Tami and Puck exchanged a look, with Tami asking, "Think you could make some of that explosive stuff here?"

"For what purpose?" Kestra asked. "I mean, big explody stuff is fun and all, but if you're after collapsing tunnels, a good Geomancer is a more reliable bet, and if you're thinking of projectiles, explosions can screw up rune scripts on the ammunition that pneumatic enchantments can be set up to empower."

"Enchanted ammo?" Tami said, her gaze turning inward.

"Yeah. Mana sticks to the enchantments--. Well, it did where I'm from. No idea if that carries over." Kestra frowned down into her bowl, suddenly realizing how loquacious she was being. She held out her hands and saw there was still a very fine tremor pulsing through her forearms. "Huh. I'm acting like I've been out of supply in a dungeon for two weeks. What Abyssal oddity is this?"

"How's your Stamina bar looking?" Tami asked with the arch look of someone who knows the answer.

Kestra turned to blink up at her in confusion. "Stamina bar? What are you talking about?"

"Your bar, that shows how much of your pool you've used up," Puck explained.

Kestra paused, letting her arm return to her side. She began her psychic probing of this realm's new soul-side attachments. During her poking, she found different illusionary bars, similar to the world's screens, and discovered she could move them around, change their size and their colors. One of the three bars was for her mana pool, another for her stamina, and the last for this EXP that turned into levels. She returned them to the default colors of sky blue, blood red, and honey gold respectively.

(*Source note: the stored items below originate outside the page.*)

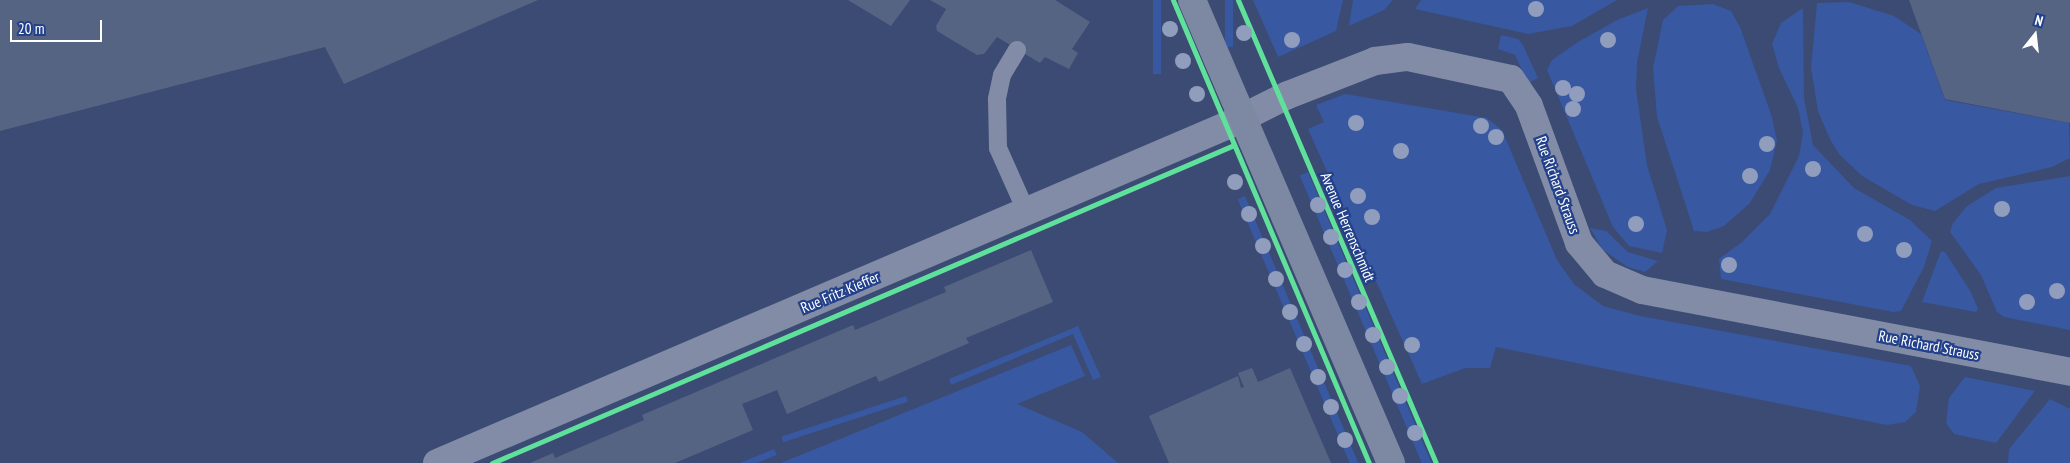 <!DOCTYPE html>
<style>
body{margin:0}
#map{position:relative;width:2070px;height:463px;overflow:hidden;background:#3b4b73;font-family:"PT Sans Narrow",sans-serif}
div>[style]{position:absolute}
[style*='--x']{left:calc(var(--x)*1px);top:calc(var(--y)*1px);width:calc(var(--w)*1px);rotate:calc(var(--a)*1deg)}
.green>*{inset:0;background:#3858a1;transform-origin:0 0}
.building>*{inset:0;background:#566484}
.service>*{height:18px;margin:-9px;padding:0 9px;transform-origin:9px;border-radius:9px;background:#828ca7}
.minor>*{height:28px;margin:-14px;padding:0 14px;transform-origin:14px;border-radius:14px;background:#828ca7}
.secondary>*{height:28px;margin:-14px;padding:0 14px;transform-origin:14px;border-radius:14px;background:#7d88a3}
.cycleway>*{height:5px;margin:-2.5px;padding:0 2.5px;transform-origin:2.5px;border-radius:2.5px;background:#60e19b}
.trees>*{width:16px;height:16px;margin:-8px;border-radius:50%;background:#909dbc}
span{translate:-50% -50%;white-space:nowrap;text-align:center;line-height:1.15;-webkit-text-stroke:4.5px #23418b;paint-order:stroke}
.street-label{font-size:15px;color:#fff}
.north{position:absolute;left:2010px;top:10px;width:50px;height:50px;-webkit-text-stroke:4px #23418b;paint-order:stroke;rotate:16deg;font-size:14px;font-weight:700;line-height:20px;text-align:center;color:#fff}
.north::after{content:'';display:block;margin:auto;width:18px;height:22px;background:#fff;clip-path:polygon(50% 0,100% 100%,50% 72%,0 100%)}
.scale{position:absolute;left:10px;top:20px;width:92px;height:22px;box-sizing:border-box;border:2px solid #fff;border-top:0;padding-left:6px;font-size:15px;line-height:18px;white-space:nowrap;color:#fff;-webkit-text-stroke:4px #23418b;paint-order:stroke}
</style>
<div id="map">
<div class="green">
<div style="left:1153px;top:0;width:8px;height:74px"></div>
<div style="left:1225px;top:0;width:8px;height:47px"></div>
<div style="clip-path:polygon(1253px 0,1343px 0,1336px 31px,1278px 57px)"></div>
<div style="clip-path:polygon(1353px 0,1393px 0,1384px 10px,1349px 26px)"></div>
<div style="clip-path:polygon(1421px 0,1617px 0,1572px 26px,1528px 34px,1415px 9px)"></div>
<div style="clip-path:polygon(1849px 2px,1894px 16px,1921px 34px,1945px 100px,2069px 123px,2070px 158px,2052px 167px,1979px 184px,1935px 211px,1912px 205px,1862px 176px,1839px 154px,1830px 139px,1818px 111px,1811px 68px,1817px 3px)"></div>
<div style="clip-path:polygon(1713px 4px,1731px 11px,1740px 27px,1772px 117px,1777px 141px,1770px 170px,1750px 203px,1724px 226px,1707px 232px,1694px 231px,1686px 206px,1657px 117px,1653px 68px,1663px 20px,1678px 6px)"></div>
<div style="clip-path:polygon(1648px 8px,1637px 63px,1636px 89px,1647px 165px,1667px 230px,1662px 253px,1629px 246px,1613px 227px,1547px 70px,1552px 60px,1578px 42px,1617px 20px)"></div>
<div style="clip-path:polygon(1803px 8px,1804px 98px,1813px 145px,1854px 188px,1910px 220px,1932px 241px,1924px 267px,1901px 311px,1893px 312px,1721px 279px,1719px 259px,1742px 242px,1770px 214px,1799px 156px,1803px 132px,1798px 108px,1779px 68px,1772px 44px,1781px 23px)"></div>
<div style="clip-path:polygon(1501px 35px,1518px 39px,1523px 45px,1538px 78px,1528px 83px,1515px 55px,1498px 49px)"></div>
<div style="clip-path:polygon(1345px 94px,1487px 118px,1502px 130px,1557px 260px,1574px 284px,1603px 306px,1640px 316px,1911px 366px,1920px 386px,1916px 412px,1905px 422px,1887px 425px,1496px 347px,1490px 368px,1465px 368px,1422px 384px,1308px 129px,1324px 122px,1316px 105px)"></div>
<div style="left:1308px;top:172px;width:317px;height:9px;rotate:67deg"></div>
<div style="clip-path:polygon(2070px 176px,2070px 330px,2004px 317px,1997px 312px,1981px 275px,1950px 232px,1953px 223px,1967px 206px,1996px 188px)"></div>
<div style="left:1245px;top:196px;width:290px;height:8px;rotate:67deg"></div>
<div style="clip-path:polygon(1590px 228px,1606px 231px,1628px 252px,1658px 261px,1645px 272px,1628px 267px,1603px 250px)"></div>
<div style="clip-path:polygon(1941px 251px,1945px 252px,1971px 292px,1978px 309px,1976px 312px,1922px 302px)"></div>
<div style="clip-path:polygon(1078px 326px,1101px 377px,1093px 380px,1073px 334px,951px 385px,949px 379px)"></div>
<div style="clip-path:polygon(1071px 345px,1085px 376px,1017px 404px,1082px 432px,1118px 463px,781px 463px)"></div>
<div style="clip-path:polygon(1965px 377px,2035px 391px,1996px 443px,1954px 434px,1946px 423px,1949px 398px)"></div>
<div style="left:906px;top:396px;width:6px;height:131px;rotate:72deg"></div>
<div style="clip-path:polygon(2050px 399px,2070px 409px,2070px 463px,2008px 463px,2009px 449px)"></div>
<div style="clip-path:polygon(774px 449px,777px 455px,757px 463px,740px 463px)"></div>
</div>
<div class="building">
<div style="clip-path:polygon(0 0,538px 0,344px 84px,325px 47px,0 131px)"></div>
<div style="clip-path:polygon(848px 0,910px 0,891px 26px)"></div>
<div style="clip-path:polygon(930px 0,1055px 0,1090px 22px,1072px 49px,1078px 53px,1069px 69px,1045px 57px,1040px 63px,997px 37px,984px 54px,977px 55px,937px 31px,936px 26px,946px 9px)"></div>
<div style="clip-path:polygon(1909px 0,2070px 0,2070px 123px,1945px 99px)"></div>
<div style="clip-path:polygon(1031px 250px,1053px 302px,966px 338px,969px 343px,879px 382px,876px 376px,787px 414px,777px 390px,742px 404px,753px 430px,675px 463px,530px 463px,553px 453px,555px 458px,644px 420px,642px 415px,853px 325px,855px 330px,946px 292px,944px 287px)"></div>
<div style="clip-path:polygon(1252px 368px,1258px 382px,1290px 368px,1331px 463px,1169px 463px,1149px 416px,1238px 376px,1241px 388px,1244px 387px,1238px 373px)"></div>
</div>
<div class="service">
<div style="--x:1017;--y:50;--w:29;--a:121"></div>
<div style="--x:1002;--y:75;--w:25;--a:102"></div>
<div style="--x:997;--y:99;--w:49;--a:88.8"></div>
<div style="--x:998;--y:148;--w:71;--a:66"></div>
</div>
<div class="minor">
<div style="--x:437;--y:463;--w:858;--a:-23.13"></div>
<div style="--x:1226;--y:126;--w:69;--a:-26.6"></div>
<div style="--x:1288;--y:95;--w:93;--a:-21.3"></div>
<div style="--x:1375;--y:61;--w:33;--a:-7"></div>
<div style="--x:1408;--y:57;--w:105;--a:12.1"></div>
<div style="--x:1511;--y:79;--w:32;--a:56"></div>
<div style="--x:1529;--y:106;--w:146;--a:69.9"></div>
<div style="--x:1579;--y:243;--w:40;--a:50"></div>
<div style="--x:1605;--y:274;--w:40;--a:23.4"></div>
<div style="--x:1642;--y:290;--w:436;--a:10.8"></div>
</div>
<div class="secondary">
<div style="--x:1192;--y:0;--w:504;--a:66.74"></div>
</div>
<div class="cycleway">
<div style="--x:1173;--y:0;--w:503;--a:67.06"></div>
<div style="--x:1238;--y:0;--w:504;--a:66.85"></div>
<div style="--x:492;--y:463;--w:807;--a:-23.2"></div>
</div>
<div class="trees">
<div style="left:1536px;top:9px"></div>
<div style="left:1170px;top:29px"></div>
<div style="left:1244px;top:33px"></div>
<div style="left:1292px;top:40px"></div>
<div style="left:1608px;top:40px"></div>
<div style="left:1183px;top:61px"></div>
<div style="left:1563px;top:88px"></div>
<div style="left:1197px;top:94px"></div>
<div style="left:1577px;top:94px"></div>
<div style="left:1573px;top:109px"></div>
<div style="left:1356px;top:123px"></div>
<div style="left:1481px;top:126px"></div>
<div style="left:1496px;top:137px"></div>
<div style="left:1767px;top:144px"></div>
<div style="left:1401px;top:151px"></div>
<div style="left:1813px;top:169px"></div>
<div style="left:1750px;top:176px"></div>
<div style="left:1235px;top:182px"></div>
<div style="left:1358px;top:196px"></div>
<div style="left:1318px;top:205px"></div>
<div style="left:2002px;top:209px"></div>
<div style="left:1249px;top:214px"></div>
<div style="left:1372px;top:217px"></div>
<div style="left:1636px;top:224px"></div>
<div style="left:1865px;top:234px"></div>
<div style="left:1331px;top:237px"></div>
<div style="left:1263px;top:246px"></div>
<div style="left:1904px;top:250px"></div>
<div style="left:1729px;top:265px"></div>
<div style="left:1345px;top:270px"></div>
<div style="left:1276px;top:279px"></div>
<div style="left:2057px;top:291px"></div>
<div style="left:1359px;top:302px"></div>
<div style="left:2027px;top:302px"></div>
<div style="left:1290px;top:312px"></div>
<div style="left:1373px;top:335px"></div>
<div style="left:1304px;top:344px"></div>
<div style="left:1412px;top:345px"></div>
<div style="left:1387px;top:367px"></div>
<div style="left:1318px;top:377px"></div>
<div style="left:1400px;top:396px"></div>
<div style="left:1331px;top:407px"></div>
<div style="left:1415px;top:433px"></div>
<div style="left:1345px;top:440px"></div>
</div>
<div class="street-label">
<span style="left:1558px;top:185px;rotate:70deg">Rue Richard Strauss</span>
<span style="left:1348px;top:227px;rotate:67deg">Avenue Herrenschmidt</span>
<span style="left:840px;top:292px;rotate:-23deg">Rue Fritz Kieffer</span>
<span style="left:1929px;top:345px;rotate:11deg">Rue Richard Strauss</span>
</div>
<div class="north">N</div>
<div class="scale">20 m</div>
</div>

She also discovered a kind of illustration of her own body, with eleven circles connected by dimly lit tubes, similar to a very simple blood system, and five layers of anatomy: bone, then organs, muscles, blood, and skin. All of those were nearly translucent, and without the soul connection to clarify, Kestra would have had to guess at the systems. The mana system was gritty, needing to be flushed, and only the circle between her eyes appeared to be open to draw in more mana.

Ruby returned at some point and handed Kestra another bowl of stew, which she mechanically ate.

Those were interesting, but the fun bit Kestra found was the stack of world screen messages. She did some tinkering around as she had with the pool bars, and suddenly had four stacks of the message screens that would stay compressed until she focused on the illusionary indicators for their categories. The first she chose to view as a blue square, for general notices that didn't fit in her other categories. The second she color coded the same honey gold as her EXP bar and contained the notices of her EXP gains and leveling notices. The next she colored grass green for skill and spell acquisitions and rank ups. The last, for achievements and title notices, she went with the same red as her Stamina bar.

Which only just stopped blinking from being near empty.

Tami took the empty bowl from her hands, returning Kestra's attention to her surroundings. Tami passed it over to Puck, then stood, holding out a hand to Kestra. "You're really out of it. Let's get you tucked into a bedroll and we'll talk more when you're recovered."